3. En d'autres termes, le moins que l'on puisse dire est que, dans ces domaines, de la fin des années 1970 au début des années 2010, sous Jean-Paul II puis sous Benoît XVI, la poursuite du décentrement, souvent iréniste et parfois utopiste, l'a amplement emporté sur un recentrage orthodoxe et réaliste qui aurait dû être à contre-courant ad extra, mais aussi ad intra, face à la conception dominante, d'inspiration quasiment protestante libérale, du dialogue interconfessionnel, et face à la conception dominante, d'inspiration quasiment panchristique et postmoderne, du dialogue interreligieux.

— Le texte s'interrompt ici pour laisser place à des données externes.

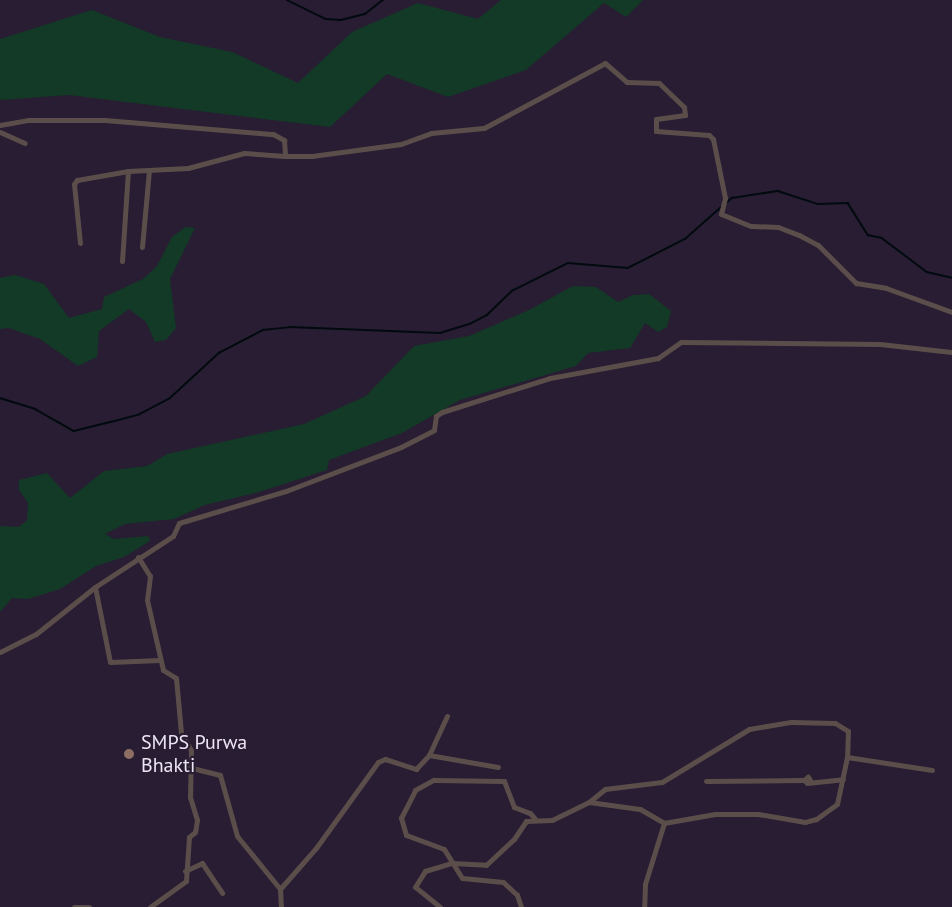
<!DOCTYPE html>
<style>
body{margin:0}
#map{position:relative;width:952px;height:907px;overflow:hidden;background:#281d32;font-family:"PT Sans",sans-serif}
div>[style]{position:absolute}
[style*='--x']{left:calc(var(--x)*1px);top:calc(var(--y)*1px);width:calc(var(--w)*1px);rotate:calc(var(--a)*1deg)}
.green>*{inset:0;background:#123a26}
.stream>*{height:1.5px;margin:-0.75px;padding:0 0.75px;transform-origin:0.75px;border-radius:0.75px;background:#010a0e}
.minor>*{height:5px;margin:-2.5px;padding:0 2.5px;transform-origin:2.5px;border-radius:2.5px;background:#5b4e4a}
.dots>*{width:16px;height:16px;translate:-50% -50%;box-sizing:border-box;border:3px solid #281d32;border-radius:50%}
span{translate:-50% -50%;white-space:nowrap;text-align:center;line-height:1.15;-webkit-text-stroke:4.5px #281d32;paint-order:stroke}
.poi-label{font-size:20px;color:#ece5f4}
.left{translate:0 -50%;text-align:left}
</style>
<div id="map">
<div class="green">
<div style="clip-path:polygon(501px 0,643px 0,626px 17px,604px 3px,526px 70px,448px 97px,387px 74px,330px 127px,69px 95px,0 100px,0 39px,92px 10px,160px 37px,232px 52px,298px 83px,352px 32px,418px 3px,478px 19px)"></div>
<div style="clip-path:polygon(185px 227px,195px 228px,170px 279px,176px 328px,166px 340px,155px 342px,146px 322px,129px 309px,99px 331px,97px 357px,78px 366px,40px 339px,9px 328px,0 329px,0 278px,15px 275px,44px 284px,69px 318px,102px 309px,104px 297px,143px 279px,157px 266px,172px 237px)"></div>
<div style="clip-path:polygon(573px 286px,596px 287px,618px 302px,633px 295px,649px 294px,671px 311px,667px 327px,658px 332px,645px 323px,630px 348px,588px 353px,576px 366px,460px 400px,402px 433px,329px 460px,327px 470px,259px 492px,205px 505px,174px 519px,125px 524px,105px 534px,114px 539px,148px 536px,150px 541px,124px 557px,96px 566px,60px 589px,28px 599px,12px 598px,0 612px,0 526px,19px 527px,27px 520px,28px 503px,19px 490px,19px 480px,47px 473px,70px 498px,104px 471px,147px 466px,167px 454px,304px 424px,366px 396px,414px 346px,469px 336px,529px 310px)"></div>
</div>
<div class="stream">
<div style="--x:287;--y:0;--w:43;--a:26"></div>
<div style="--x:326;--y:19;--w:15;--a:4"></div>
<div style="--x:341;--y:20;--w:25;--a:-14"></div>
<div style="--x:365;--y:14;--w:23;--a:-38"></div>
<div style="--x:726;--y:203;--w:8;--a:-40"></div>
<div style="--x:732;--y:198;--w:47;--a:-8.7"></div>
<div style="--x:778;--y:191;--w:42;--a:18"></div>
<div style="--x:818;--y:204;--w:30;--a:-2"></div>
<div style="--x:848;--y:203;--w:38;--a:58"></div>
<div style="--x:868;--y:235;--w:14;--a:12"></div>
<div style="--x:882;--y:238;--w:56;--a:37.1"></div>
<div style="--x:927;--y:272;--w:26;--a:13"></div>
<div style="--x:0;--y:398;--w:37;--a:17"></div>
<div style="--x:35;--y:409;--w:45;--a:29.4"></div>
<div style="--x:74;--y:431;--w:38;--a:-14"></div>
<div style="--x:111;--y:422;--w:30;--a:-15"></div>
<div style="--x:140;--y:414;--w:34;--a:-28"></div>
<div style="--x:170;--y:398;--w:67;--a:-42.6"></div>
<div style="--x:219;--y:353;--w:50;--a:-27.6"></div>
<div style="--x:263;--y:330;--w:27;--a:-6"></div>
<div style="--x:290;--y:327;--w:150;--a:2.3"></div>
<div style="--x:440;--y:333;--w:31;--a:-17"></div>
<div style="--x:470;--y:324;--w:19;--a:-28"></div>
<div style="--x:487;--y:315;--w:35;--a:-44"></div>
<div style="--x:512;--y:291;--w:63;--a:-26.6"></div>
<div style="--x:568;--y:263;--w:60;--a:4.8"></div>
<div style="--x:628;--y:268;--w:64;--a:-27"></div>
<div style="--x:685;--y:239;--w:47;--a:-41.5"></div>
</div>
<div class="minor">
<div style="--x:0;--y:125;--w:28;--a:-10"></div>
<div style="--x:28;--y:120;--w:77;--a:0"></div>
<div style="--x:105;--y:120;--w:169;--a:4.8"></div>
<div style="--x:273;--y:134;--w:13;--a:29"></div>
<div style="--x:284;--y:140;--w:16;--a:86"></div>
<div style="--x:285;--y:156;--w:27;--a:0"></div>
<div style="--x:312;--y:156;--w:90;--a:-7.7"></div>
<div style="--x:401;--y:144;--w:32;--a:-20"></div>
<div style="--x:431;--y:133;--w:53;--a:-5.4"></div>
<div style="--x:484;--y:128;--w:137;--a:-28.2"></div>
<div style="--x:605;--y:63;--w:29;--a:41"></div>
<div style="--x:627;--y:82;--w:32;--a:2"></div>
<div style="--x:659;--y:83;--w:35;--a:44"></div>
<div style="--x:684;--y:107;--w:8;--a:83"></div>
<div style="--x:685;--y:115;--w:29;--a:172"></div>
<div style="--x:656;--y:119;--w:12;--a:90"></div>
<div style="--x:656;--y:131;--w:53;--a:4.3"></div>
<div style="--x:709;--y:135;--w:6;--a:45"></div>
<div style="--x:713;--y:139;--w:60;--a:78.5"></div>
<div style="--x:725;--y:198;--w:16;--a:104"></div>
<div style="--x:721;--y:214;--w:32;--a:22"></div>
<div style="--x:751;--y:226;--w:27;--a:2"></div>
<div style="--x:778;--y:227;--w:22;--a:21"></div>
<div style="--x:799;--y:235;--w:21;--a:28"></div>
<div style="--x:818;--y:245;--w:54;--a:45"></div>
<div style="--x:856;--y:283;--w:30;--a:9"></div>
<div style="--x:886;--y:288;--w:70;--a:20"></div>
<div style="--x:0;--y:132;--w:27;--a:24"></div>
<div style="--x:80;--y:243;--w:59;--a:-95.8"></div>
<div style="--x:74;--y:184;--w:5;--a:-53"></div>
<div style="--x:77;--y:180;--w:52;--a:-10"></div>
<div style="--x:128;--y:171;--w:60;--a:-2.9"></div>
<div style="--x:188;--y:168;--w:58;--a:-15"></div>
<div style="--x:244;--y:153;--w:41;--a:4.2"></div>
<div style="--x:142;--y:247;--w:77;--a:-84.8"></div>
<div style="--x:122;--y:261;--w:90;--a:-86.2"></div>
<div style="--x:138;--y:557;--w:22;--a:58"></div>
<div style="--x:150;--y:576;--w:24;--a:97"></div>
<div style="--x:147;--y:600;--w:72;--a:77.1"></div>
<div style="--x:163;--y:670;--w:15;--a:32"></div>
<div style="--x:176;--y:678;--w:55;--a:84.8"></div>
<div style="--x:181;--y:733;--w:20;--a:60"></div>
<div style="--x:191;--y:750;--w:47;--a:91.2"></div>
<div style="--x:190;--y:797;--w:24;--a:73"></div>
<div style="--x:197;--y:820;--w:12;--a:99"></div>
<div style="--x:195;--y:832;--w:8;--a:140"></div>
<div style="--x:189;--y:837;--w:44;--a:93.9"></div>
<div style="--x:186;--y:881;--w:44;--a:144.2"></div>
<div style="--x:95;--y:587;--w:76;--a:78.7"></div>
<div style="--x:110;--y:662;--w:50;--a:-2.3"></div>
<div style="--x:0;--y:652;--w:40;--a:-26.6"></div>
<div style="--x:36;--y:634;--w:75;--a:-38.5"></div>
<div style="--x:95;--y:587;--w:93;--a:-33.2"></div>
<div style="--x:173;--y:536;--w:14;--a:-65"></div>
<div style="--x:179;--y:523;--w:112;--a:-16.7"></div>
<div style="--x:286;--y:491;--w:123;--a:-20.9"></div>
<div style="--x:401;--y:447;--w:37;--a:-27"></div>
<div style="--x:434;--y:430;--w:14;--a:-82"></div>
<div style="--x:436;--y:416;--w:7;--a:-34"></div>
<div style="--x:442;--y:412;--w:113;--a:-17.5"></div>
<div style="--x:550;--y:378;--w:110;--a:-10.5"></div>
<div style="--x:658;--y:358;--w:28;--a:-35"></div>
<div style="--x:681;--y:342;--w:199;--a:0.6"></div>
<div style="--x:880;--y:344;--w:72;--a:6.3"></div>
<div style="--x:447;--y:716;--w:43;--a:114.8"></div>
<div style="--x:429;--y:755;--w:70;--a:9.9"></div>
<div style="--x:847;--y:757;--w:86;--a:8.7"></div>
<div style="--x:188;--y:767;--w:33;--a:14"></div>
<div style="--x:220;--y:775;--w:63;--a:74.4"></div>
<div style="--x:237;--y:836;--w:68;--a:50.9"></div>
<div style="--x:280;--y:889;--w:18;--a:87"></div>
<div style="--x:810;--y:780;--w:4;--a:-124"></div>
<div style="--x:808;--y:777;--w:5;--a:143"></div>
<div style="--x:804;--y:780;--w:4;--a:45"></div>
<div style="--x:807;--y:783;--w:36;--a:-6"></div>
<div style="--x:706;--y:781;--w:98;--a:-0.6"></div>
<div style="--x:589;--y:802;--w:21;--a:-39"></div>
<div style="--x:605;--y:789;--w:57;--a:-7"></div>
<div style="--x:662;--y:782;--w:102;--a:-31.3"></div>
<div style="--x:749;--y:729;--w:43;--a:-9.5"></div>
<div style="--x:791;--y:722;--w:44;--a:1.3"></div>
<div style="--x:835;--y:723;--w:15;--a:32"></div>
<div style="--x:848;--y:731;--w:26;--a:92"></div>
<div style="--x:847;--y:757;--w:48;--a:102"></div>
<div style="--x:837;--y:804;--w:26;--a:144"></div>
<div style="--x:816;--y:819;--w:11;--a:165"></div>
<div style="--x:805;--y:822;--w:48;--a:-170.3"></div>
<div style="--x:758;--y:814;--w:43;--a:180"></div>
<div style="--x:715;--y:814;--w:52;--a:170"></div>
<div style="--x:185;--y:871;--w:19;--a:-25"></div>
<div style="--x:202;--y:863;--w:36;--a:56"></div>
<div style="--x:280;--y:889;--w:55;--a:-48.7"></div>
<div style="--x:316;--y:848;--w:106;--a:-54.2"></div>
<div style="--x:378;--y:762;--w:8;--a:-23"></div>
<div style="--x:385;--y:759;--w:33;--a:18"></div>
<div style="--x:416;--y:769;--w:19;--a:-47"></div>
<div style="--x:74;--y:907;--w:15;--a:0"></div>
<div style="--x:440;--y:907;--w:32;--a:-141"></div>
<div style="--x:415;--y:887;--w:19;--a:-58"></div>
<div style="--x:425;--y:871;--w:28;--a:-17"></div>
<div style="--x:452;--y:863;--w:34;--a:3"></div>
<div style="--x:486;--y:865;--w:38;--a:-43"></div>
<div style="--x:514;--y:839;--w:22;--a:-56"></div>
<div style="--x:526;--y:821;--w:26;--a:-2"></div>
<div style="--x:552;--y:820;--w:41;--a:-25.9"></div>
<div style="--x:589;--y:802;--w:51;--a:7.8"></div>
<div style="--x:640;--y:809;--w:28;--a:30"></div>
<div style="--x:664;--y:823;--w:64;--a:107.3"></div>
<div style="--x:645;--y:884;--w:23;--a:92"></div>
<div style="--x:521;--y:907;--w:13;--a:-108"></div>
<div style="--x:517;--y:895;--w:19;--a:-137"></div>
<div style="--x:503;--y:882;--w:41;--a:-174.4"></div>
<div style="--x:462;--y:878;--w:34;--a:-122"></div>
<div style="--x:444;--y:849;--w:40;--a:-159.8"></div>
<div style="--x:406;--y:835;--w:18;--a:-106"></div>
<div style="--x:401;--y:818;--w:31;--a:-63"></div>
<div style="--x:415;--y:790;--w:21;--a:-29"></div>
<div style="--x:433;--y:780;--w:71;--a:0.8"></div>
<div style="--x:504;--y:781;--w:28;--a:69"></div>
<div style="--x:514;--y:807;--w:17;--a:21"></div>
<div style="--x:530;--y:813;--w:9;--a:49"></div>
</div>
<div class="dots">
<div style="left:129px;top:754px;background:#8d6e63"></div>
</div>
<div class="poi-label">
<span class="left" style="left:141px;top:754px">SMPS Purwa<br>Bhakti</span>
</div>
</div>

4. Si l'on préfère, je ne suis pas de ceux qui portent en eux la nostalgie ou le souvenir d'un pape Jean-Paul II qui aurait pensé puis mené la totalité de son pontificat sur le registre du recentrage conservateur dans tous les domaines (alors que je n'ignore pas que beaucoup de catholiques, notamment parmi ceux qui auront entre 30 et 60 ans, en 2020, portent en eux, encore aujourd'hui, cette nostalgie ou ce souvenir), parce que j'ai bien conscience du fait que ce pape a fonctionné à grande distance, sinon aux antipodes, du recentrage conservateur, dans le cadre de chacun de ces deux dialogues. ( UN document, je dis bien UN document : Dominus Iesus, ne saurait faire oublier les CENTAINES de documents, je dis bien les CENTAINES de documents, que l'on doit au pape Jean-Pape II, et dans lesquels le même pape laisse entendre à peu près le contraire de ce que l'on lit dans Dominus Iesus, ou prend bien soin de ne pas faire entendre à peu près l'équivalent de ce que l'on lit dans Dominus Iesus. Si vous ne me croyez pas, lisez ce livre : https://www.librairie-emmanuel.fr/le-dialogue-interreligieux-dans-lenseignement-officiel-de-leglise-catholique-p-36755 )

II.

5. Voici, ensuite, la deuxième raison pour laquelle je ne suis pas de ceux qui s'imaginent que tout serait allé de mieux en mieux, en aval du début du pontificat de Jean-Paul II, jusqu'à ce que, d'une manière illégitime, le successeur de Benoît XVI commence puis continue à interrompre le recentrage conservateur, non seulement au moyen de son gouvernement et de sa pastorale, mais aussi au moyen de son enseignement, de son Magistère.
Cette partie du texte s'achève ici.